### EXERCISE OBJECTIVE:
Beginning with the line below that contains "position:relative; width:1542px; height:2060px;" and ending with the line that contains "width:22px; height:22px; translate:-50%", copy every line exactly. Copy nothing else.

LISTED ENTRIES START

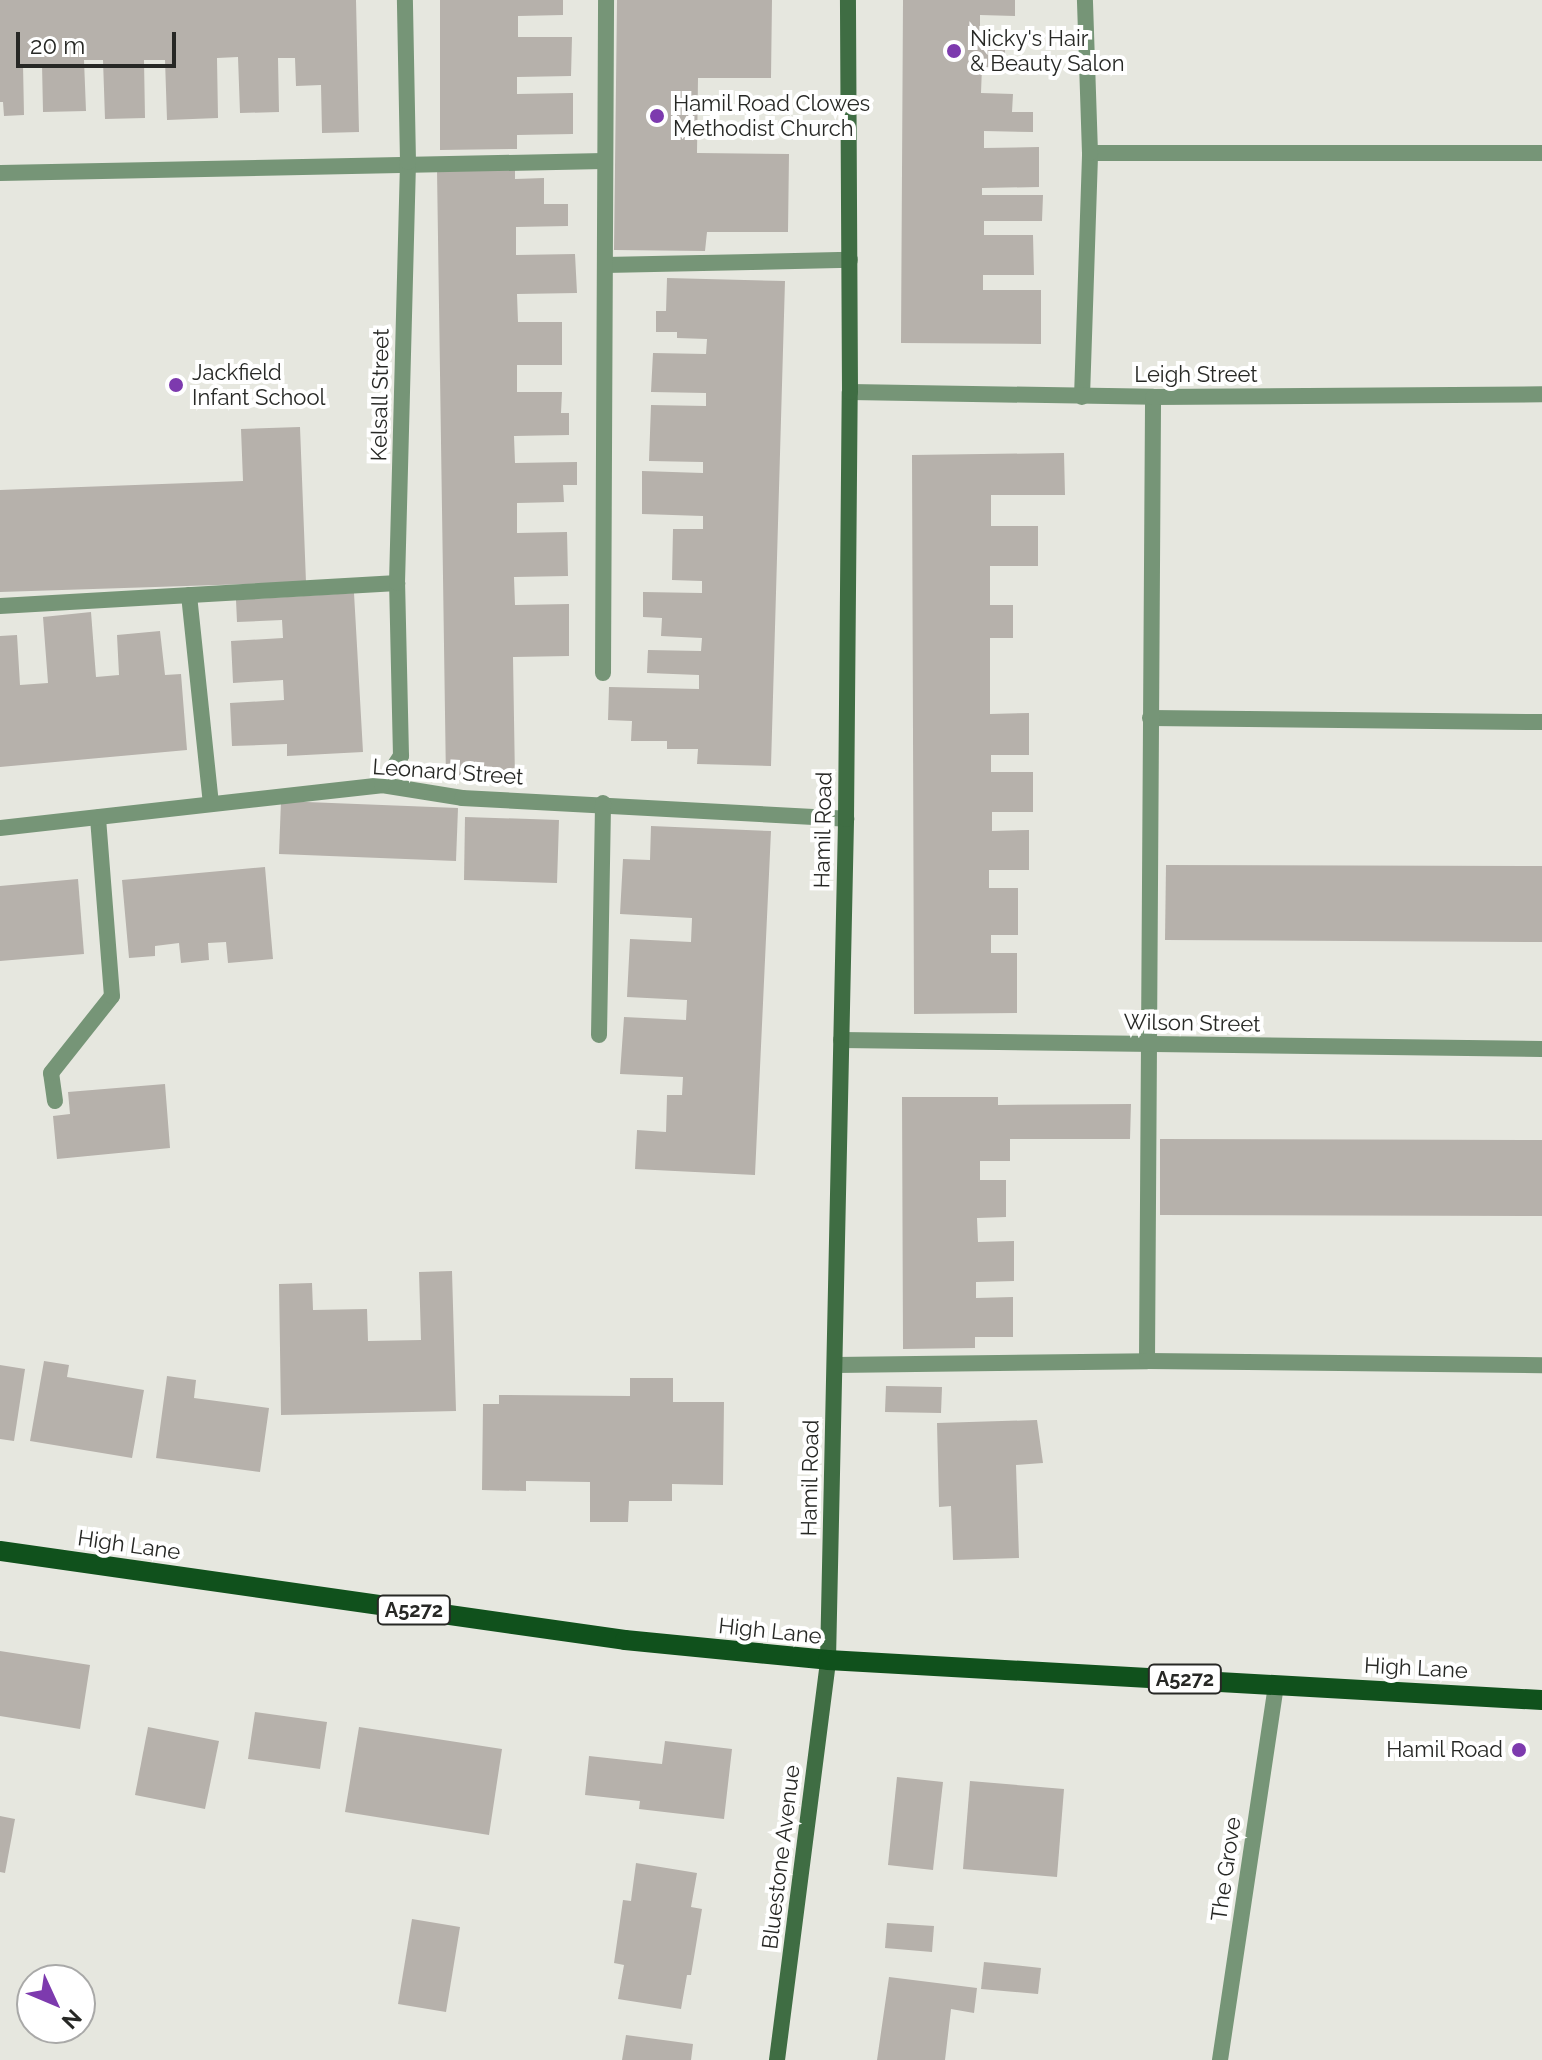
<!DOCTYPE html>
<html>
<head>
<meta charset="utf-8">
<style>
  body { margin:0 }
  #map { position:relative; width:1542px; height:2060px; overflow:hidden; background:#e6e7df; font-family:Raleway,sans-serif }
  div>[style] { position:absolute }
  .building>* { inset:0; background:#b6b1ab }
  .lane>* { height:16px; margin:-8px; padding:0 8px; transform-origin:8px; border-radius:8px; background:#769577 }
  .street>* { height:16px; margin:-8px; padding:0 8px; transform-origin:8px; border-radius:8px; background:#769577 }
  .secondary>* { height:16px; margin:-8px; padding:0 8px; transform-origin:8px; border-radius:8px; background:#3f6d43 }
  .primary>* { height:20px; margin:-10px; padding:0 10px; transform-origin:10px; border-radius:10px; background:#10511c }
  .dots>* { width:22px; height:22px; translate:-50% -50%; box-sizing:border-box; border:4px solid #fff; border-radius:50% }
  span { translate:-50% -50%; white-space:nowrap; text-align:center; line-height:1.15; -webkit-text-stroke:8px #fff; paint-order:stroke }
  .shield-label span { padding:2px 6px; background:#fff; border:2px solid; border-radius:6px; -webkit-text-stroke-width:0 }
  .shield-label { font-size:20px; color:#272825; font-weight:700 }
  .poi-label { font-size:22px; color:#272825 }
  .left { translate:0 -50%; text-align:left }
  .right { translate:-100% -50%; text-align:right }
  .street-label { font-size:22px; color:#272825 }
  .north { position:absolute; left:16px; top:1964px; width:80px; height:80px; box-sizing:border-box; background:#fff; border:2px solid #a9a9a8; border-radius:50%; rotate:134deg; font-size:22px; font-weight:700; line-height:32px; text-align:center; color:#272825 }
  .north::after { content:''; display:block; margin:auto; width:28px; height:36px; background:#7d3aae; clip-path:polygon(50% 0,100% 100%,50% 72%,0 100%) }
  .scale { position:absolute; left:16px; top:32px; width:160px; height:36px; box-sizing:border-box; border:4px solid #272825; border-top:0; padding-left:10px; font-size:24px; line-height:28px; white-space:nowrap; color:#272825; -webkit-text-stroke:6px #fff; paint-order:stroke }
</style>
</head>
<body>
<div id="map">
  <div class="building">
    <div style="clip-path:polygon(0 0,356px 0,359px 132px,322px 133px,321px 85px,296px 86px,295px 58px,278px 58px,279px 112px,240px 113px,238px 57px,217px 58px,218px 118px,167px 120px,165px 60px,144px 60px,145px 118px,105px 119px,103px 60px,84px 60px,86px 111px,43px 112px,42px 64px,23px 64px,24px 115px,4px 116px,3px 102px,0 102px)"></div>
    <div style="clip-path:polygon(440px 0,563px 0,563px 15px,518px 16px,518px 37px,572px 37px,571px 76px,517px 77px,517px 94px,573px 93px,573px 134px,517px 135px,517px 149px,440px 150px)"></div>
    <div style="clip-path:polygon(617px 0,772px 0,771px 78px,698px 78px,697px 153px,789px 154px,788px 232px,707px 232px,705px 251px,614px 250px)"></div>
    <div style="clip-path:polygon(903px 0,1015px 0,1015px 16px,980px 15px,980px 35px,1005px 35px,1005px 67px,982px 67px,981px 93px,1013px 94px,1012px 112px,1033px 112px,1033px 132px,984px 131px,984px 148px,1039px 147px,1039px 187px,982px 188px,982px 195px,1043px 195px,1042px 221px,984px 221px,984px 235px,1033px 235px,1034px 275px,983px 275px,983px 290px,1041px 290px,1041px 344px,901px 343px)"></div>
    <div style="clip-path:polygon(515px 169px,515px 179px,544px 178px,544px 204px,568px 204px,568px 226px,516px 227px,516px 255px,575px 254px,577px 293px,517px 294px,518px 322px,562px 322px,562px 365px,517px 365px,517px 392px,562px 392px,561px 413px,569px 413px,569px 435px,514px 436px,515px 463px,577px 462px,577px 485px,563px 485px,564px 502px,517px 503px,517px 533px,567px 532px,568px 576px,514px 577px,515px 605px,569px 604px,569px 656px,513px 657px,515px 780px,446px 781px,437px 170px)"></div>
    <div style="clip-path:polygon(667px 278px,785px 281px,771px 766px,697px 764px,698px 749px,667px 749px,667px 741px,631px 741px,632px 721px,608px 720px,609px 687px,699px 689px,699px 675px,647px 673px,648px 650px,701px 651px,702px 638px,661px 636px,662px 618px,643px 617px,643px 592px,702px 593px,702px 581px,672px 580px,673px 529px,703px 529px,703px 516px,642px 514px,642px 471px,703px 473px,703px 462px,649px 461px,651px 405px,706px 406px,706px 393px,651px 392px,653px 353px,706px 354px,707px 339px,677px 338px,677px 332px,656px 332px,656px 311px,666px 311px)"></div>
    <div style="clip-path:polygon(300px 427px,306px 582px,0 592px,0 490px,243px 481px,241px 429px)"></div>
    <div style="clip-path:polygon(1064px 453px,1065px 495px,991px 495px,991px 526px,1038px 526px,1038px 566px,990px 566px,990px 605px,1013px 605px,1013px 638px,990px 638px,990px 714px,1029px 713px,1029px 755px,991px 755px,991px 772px,1033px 772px,1033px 812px,992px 812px,992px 831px,1029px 830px,1029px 870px,989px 870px,989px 888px,1018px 888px,1018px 935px,991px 935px,991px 953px,1017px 953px,1017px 1013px,914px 1014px,912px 455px)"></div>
    <div style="clip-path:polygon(354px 593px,363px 752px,287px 756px,287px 744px,232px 746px,230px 703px,284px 700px,283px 680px,233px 683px,231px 641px,283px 638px,282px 620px,237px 622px,236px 600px)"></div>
    <div style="clip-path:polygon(91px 612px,96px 677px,119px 675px,117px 635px,160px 631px,165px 675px,181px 674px,187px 750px,0 767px,0 636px,17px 635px,20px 685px,48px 683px,43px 617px)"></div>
    <div style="clip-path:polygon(281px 801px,458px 808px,456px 861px,279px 854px)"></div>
    <div style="clip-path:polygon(465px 817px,559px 820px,557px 883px,464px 880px)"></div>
    <div style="clip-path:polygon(651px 826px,771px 831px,755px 1175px,635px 1169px,637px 1130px,666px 1132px,667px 1095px,682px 1095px,683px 1077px,620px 1074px,624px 1017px,686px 1020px,687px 1000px,627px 997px,630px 939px,691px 942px,692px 918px,620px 914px,623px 859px,650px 860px)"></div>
    <div style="clip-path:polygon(1166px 865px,1542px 866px,1542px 942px,1165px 940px)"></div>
    <div style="clip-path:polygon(265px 867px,273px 959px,228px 963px,226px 942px,208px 943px,209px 960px,181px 963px,179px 943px,155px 946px,155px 956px,129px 958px,122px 880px)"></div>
    <div style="clip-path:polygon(78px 879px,84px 954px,0 961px,0 886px)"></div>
    <div style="clip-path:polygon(165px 1084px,170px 1148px,57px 1159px,53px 1116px,70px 1114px,68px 1092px)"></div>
    <div style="clip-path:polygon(902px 1097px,998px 1097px,998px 1105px,1131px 1104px,1130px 1139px,1010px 1139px,1010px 1161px,980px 1161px,980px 1180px,1006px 1180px,1006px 1217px,977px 1218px,978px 1242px,1014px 1241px,1014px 1281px,976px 1282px,976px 1298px,1013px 1297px,1013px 1337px,975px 1337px,975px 1348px,903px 1349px)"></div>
    <div style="clip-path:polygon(1160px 1139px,1542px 1140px,1542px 1216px,1160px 1215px)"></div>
    <div style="clip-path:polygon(452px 1271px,456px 1411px,281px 1415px,279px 1284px,312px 1283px,313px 1310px,367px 1309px,368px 1341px,421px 1340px,419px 1272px)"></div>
    <div style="clip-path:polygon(44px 1361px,69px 1365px,67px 1377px,144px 1390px,132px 1458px,30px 1441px)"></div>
    <div style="clip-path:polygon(0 1365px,25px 1369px,14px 1441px,0 1439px)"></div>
    <div style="clip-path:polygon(167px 1376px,196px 1380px,194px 1398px,269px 1408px,260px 1472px,156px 1458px)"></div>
    <div style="clip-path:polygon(630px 1378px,673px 1378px,673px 1402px,724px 1402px,723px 1485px,672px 1484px,672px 1501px,629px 1501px,628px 1522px,590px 1522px,590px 1482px,526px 1481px,526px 1491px,482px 1490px,483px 1404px,499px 1404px,499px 1395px,630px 1396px)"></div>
    <div style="clip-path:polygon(886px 1386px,942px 1387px,941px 1413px,885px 1412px)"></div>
    <div style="clip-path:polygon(1037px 1420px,1043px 1463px,1016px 1465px,1019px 1558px,953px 1560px,951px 1506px,939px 1507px,937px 1423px)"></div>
    <div style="clip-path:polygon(0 1651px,90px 1665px,80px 1729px,0 1716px)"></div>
    <div style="clip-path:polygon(255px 1712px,327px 1722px,320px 1769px,248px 1759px)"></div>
    <div style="clip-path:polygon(148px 1727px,219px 1741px,205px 1809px,135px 1795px)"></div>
    <div style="clip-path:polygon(359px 1727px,502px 1749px,489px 1835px,345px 1812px)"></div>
    <div style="clip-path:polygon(665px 1741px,732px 1749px,724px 1819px,639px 1809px,640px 1801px,585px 1795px,589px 1756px,662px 1764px)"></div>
    <div style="clip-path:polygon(897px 1777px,943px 1782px,933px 1870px,888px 1865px)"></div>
    <div style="clip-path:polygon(970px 1781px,1064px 1789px,1057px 1877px,963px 1869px)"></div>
    <div style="clip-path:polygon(0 1816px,15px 1819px,5px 1873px,0 1872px)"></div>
    <div style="clip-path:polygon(636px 1863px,697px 1873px,691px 1907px,702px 1909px,691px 1975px,687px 1975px,681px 2009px,618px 1999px,624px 1965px,614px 1963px,623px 1900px,631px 1901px)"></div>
    <div style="clip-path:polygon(412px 1919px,460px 1927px,446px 2012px,398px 2004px)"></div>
    <div style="clip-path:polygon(887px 1923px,934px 1926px,932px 1952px,885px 1948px)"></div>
    <div style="clip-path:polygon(984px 1962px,1041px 1968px,1038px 1994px,981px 1989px)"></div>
    <div style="clip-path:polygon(889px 1977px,977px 1988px,974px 2013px,951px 2009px,945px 2060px,877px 2060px)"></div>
    <div style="clip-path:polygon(626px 2035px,693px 2044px,691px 2060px,622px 2060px)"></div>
  </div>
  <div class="lane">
    <div style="left:1090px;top:153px;width:452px"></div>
    <div style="left:0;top:173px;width:604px;rotate:-1.14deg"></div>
    <div style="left:605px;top:265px;width:245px;rotate:-1.2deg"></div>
    <div style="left:1082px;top:397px;width:244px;rotate:-88.1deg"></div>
    <div style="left:1090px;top:153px;width:153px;rotate:-91.9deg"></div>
    <div style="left:189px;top:595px;width:210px;rotate:84deg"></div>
    <div style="left:0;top:606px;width:398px;rotate:-3.3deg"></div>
    <div style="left:603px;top:673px;width:673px;rotate:-89.74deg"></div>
    <div style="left:1150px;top:718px;width:392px;rotate:0.6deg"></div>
    <div style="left:382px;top:785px;width:81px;rotate:9.2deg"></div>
    <div style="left:462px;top:798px;width:385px;rotate:3.1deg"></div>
    <div style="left:599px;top:1035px;width:232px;rotate:-89deg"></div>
    <div style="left:55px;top:1101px;width:28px;rotate:-98deg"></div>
    <div style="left:51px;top:1073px;width:98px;rotate:-51.6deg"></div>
    <div style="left:112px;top:996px;width:179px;rotate:-94.5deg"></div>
    <div style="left:1147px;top:1361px;width:964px;rotate:-89.64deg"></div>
    <div style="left:835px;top:1365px;width:312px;rotate:-0.7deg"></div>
    <div style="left:1147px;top:1361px;width:395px;rotate:0.6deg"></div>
  </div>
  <div class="street">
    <div style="left:850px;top:392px;width:303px;rotate:0.9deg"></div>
    <div style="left:1153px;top:397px;width:389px;rotate:-0.4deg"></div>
    <div style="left:0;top:828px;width:384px;rotate:-6.4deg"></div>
    <div style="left:382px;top:785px;width:35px;rotate:-57deg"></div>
    <div style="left:401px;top:756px;width:173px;rotate:-91.3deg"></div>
    <div style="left:397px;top:583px;width:421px;rotate:-88.5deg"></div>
    <div style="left:408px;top:162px;width:162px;rotate:-91.1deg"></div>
    <div style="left:841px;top:1040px;width:701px;rotate:0.74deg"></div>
    <div style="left:1220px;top:2060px;width:380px;rotate:-81.5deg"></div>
  </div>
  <div class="secondary">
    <div style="left:777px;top:2060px;width:403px;rotate:-82.7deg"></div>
    <div style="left:828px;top:1660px;width:841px;rotate:-88.77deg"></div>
    <div style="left:846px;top:819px;width:427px;rotate:-89.5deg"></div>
    <div style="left:850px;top:392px;width:392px;rotate:-90.3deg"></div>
  </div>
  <div class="primary">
    <div style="left:0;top:1551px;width:631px;rotate:8.1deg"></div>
    <div style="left:625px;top:1640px;width:204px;rotate:5.6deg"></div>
    <div style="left:828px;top:1660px;width:715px;rotate:3.21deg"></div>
  </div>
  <div class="dots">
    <div style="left:954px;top:51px;background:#7d3aae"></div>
    <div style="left:657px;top:116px;background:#7d3aae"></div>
    <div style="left:176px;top:385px;background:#7d3aae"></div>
    <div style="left:1519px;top:1750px;background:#7d3aae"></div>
  </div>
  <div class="shield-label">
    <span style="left:414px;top:1610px">A5272</span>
    <span style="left:1185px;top:1679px">A5272</span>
  </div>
  <div class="poi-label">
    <span class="left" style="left:970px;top:51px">Nicky's Hair<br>&amp; Beauty Salon</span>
    <span class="left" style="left:673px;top:116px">Hamil Road Clowes<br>Methodist Church</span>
    <span class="left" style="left:192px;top:385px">Jackfield<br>Infant School</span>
    <span class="right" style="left:1503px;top:1750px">Hamil Road</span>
  </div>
  <div class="street-label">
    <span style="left:1196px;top:375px">Leigh Street</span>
    <span style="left:380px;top:395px;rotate:-89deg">Kelsall Street</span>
    <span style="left:448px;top:772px;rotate:4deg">Leonard Street</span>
    <span style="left:823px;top:830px;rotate:-89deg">Hamil Road</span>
    <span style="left:1192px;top:1023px;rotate:1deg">Wilson Street</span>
    <span style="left:810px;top:1478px;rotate:-89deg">Hamil Road</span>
    <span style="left:129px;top:1545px;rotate:8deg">High Lane</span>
    <span style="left:770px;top:1631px;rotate:6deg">High Lane</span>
    <span style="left:1416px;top:1668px;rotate:3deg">High Lane</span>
    <span style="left:781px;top:1857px;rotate:-83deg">Bluestone Avenue</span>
    <span style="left:1226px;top:1869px;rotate:-82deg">The Grove</span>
  </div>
  <div class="north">N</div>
  <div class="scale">20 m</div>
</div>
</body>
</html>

LISTED ENTRIES END

### TASK RESULT:
  #map { position:relative; width:1542px; height:2060px; overflow:hidden; background:#e6e7df; font-family:Raleway,sans-serif }
  div>[style] { position:absolute }
  .building>* { inset:0; background:#b6b1ab }
  .lane>* { height:16px; margin:-8px; padding:0 8px; transform-origin:8px; border-radius:8px; background:#769577 }
  .street>* { height:16px; margin:-8px; padding:0 8px; transform-origin:8px; border-radius:8px; background:#769577 }
  .secondary>* { height:16px; margin:-8px; padding:0 8px; transform-origin:8px; border-radius:8px; background:#3f6d43 }
  .primary>* { height:20px; margin:-10px; padding:0 10px; transform-origin:10px; border-radius:10px; background:#10511c }
  .dots>* { width:22px; height:22px; translate:-50% -50%; box-sizing:border-box; border:4px solid #fff; border-radius:50% }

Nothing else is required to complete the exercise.